Take is defined in the ESA as any activity that “harass, harm, pursue, hunt, shoot, wound” or “kill” a member of the listed species. The “harm” form of take includes land-use activities that indirectly affect listed species such that a “significant habitat modification or degradation … actually kills or injures wildlife by significantly impairing essential behavioral patterns, including breeding, feeding or sheltering.” The courts have further clarified what constitutes harm. To demonstrate harm to wildlife one must prove (i) there is or will be death or actual injury (ii) to an identifiable member of a listed wildlife species (iii) that is proximately caused by the action in question. Sadly, these three criteria are not being used by the USFWS when determining if any NSO’s will be taken on land managed by the USFS and BLM.
Since the early 1990’s, the USFWS has relied on two very simple standards to assess if take may occur. These are if the amount of “suitable” habitat falls below 50% of the acres in the immediate 1,000 acres around an “activity center” or below 40% within the home range which varies in size across its range. The USFS and BLM use these guidelines when designing projects and avoid doing anything that would reduce the amount of suitable habitat below these amounts.
One of the main problems with this one-size-fits-all criteria is that it doesn’t take into account the variation in habitat use within the different geographical areas and ecosystems that the NSO is found. These range from the dense Douglas-fir regions of Washington and NW Oregon, to the drier mixed conifer forests of SW Oregon and northern California to the lush redwood forests of coastal California. These criteria are especially problematic for the drier mixed conifer regions of SW Oregon and northern California. In this region, the natural forest conditions where over 90% of the historic NSO’s have lived do not contain the amount of habitat required to avoid “take”. According to the guidelines the owls that have lived there for many, many years should be dead.
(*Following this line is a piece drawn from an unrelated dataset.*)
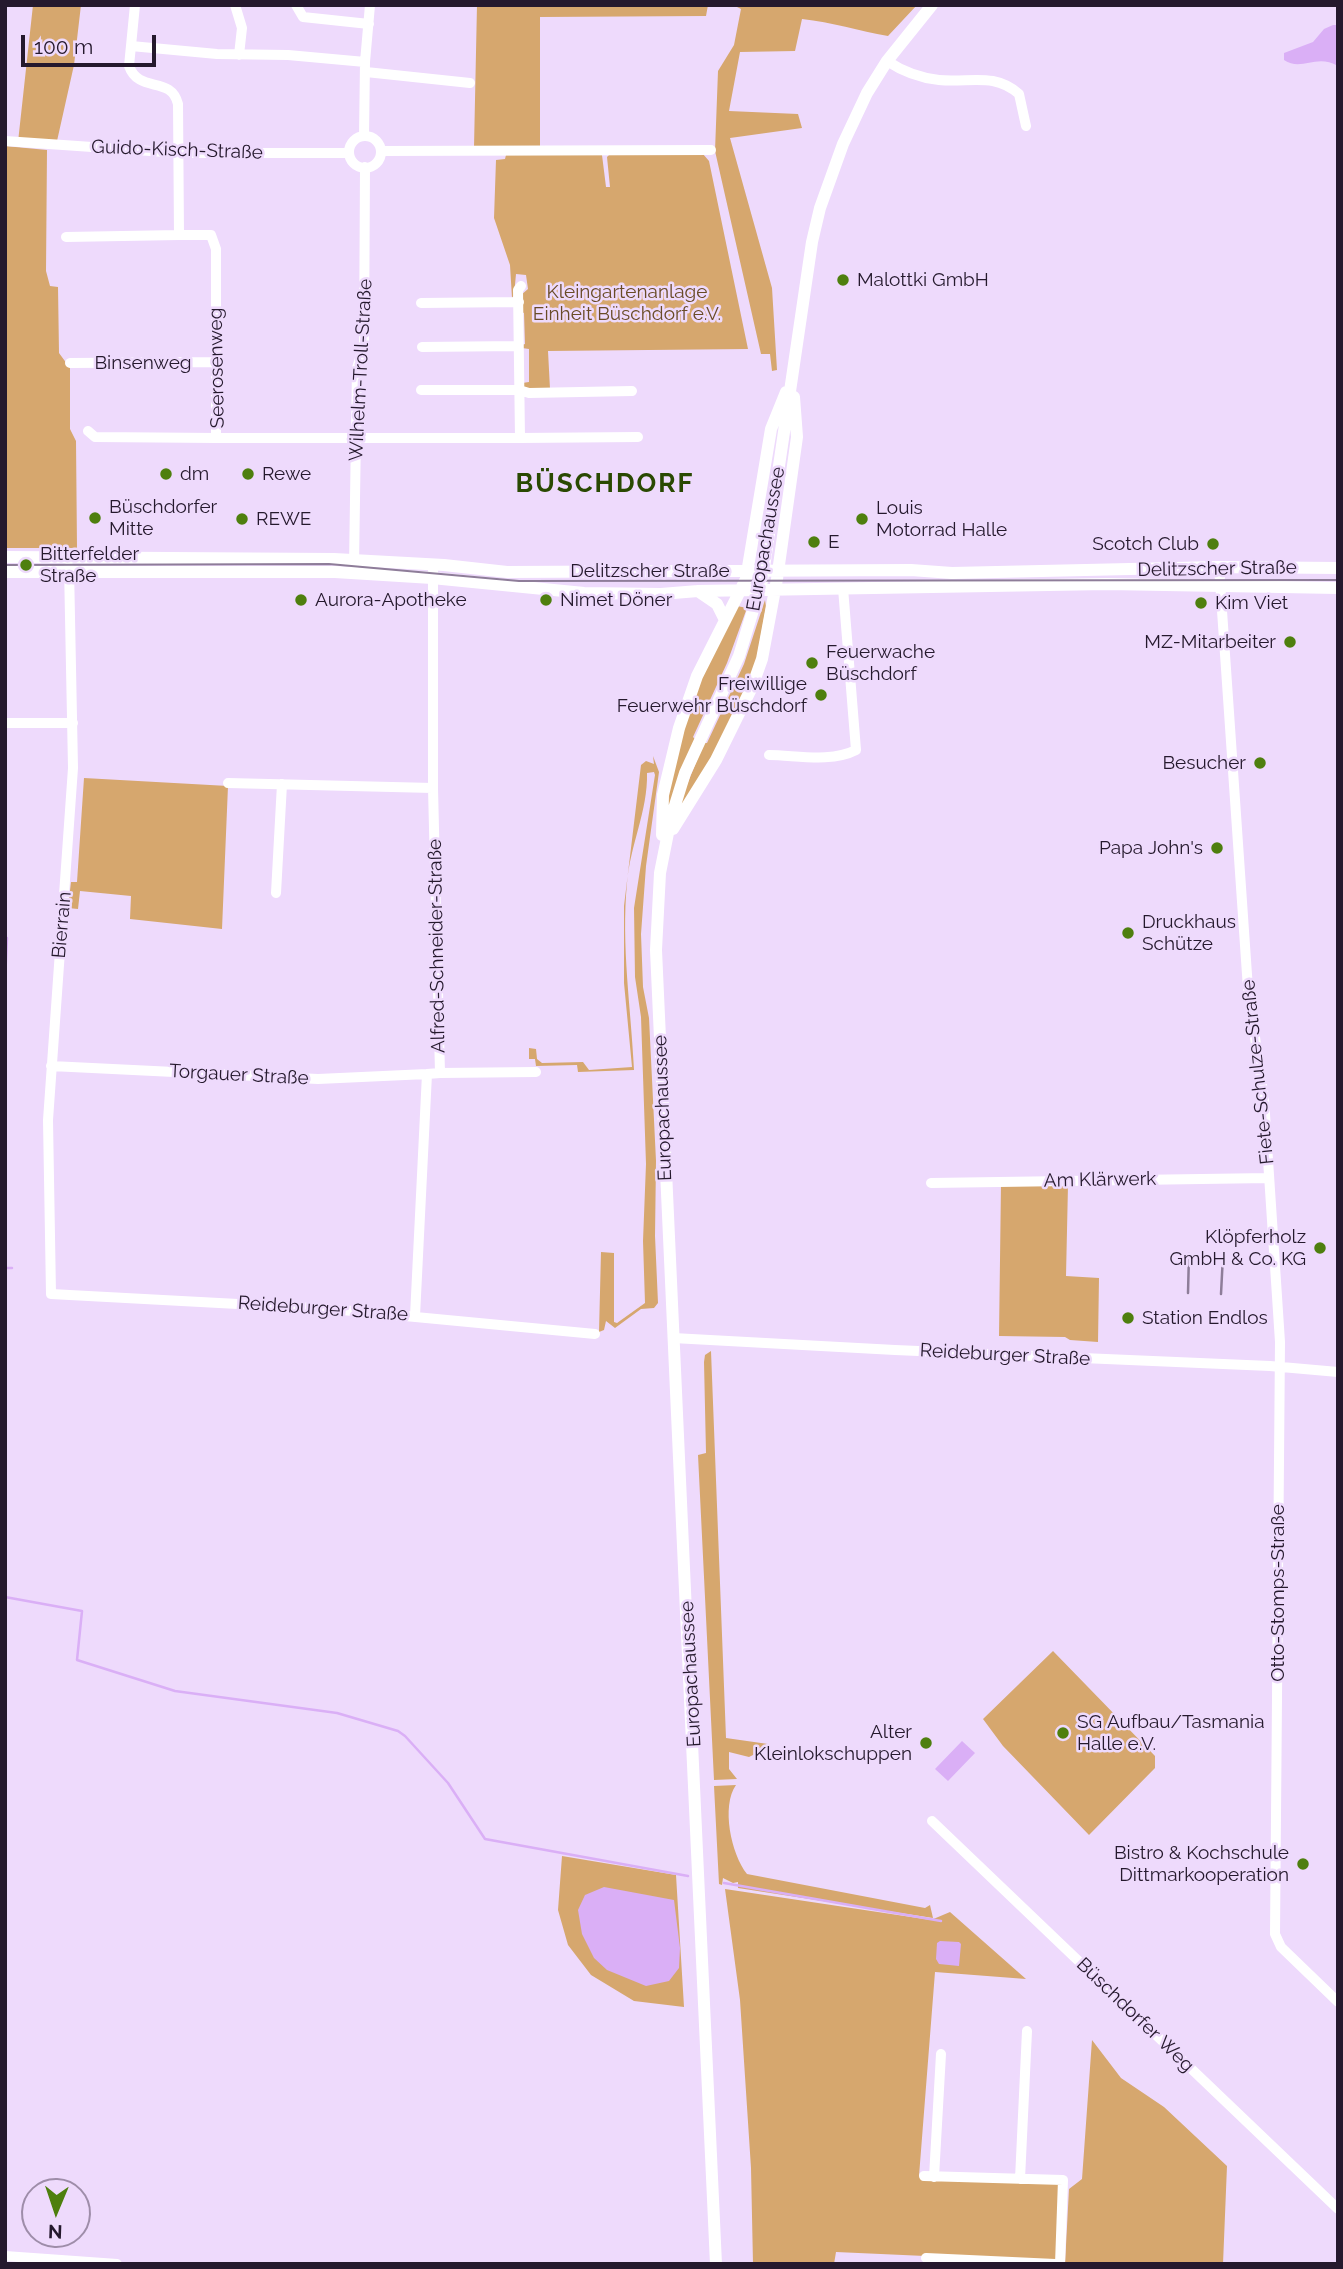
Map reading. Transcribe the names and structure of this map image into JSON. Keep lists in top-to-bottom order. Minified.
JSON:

This leads to a very bizarre scenario. Due to lack of management, much of the federal land in this region has become overgrown such that the likelihood of a catastrophic, uncharacteristic wildfires occurring is extremely high. The agencies need to reduce the amount of vegetation on these lands to a more historic level but in areas where NSO’s have ever been detected they are ham strung from doing so because these areas do not have enough habitat to meet the no-take standards. If the agencies pursue obtaining an incidental take permit so they can thin these forests (something the BLM is not allowed to do under its new RMP’s), one pair of owls can be “taken” thousands of times since every time habitat is removed (i.e. one tree is cut) from an area where the habitat is already below the guideline level, the USFWS considers that a take has occurred.
It would be refreshing if the USFWS, USFS and BLM utilized the standards set forth in the ESA and clarified by the courts when deciding if an activity will take a NSO by determining that there is or will be death or actual injury to an identifiable NSO that is caused by the removal of habitat instead of relying on their one-size-fits-all criteria. It would also be nice if the general public and judges realized that the USFWS is not using this criteria and that when they issue an incidental take permit to allow the take of NSO’s that the number of NSO’s that will be there after completing the project will be the same as were in the area prior to the action and the same NSO can be taken thousands of times.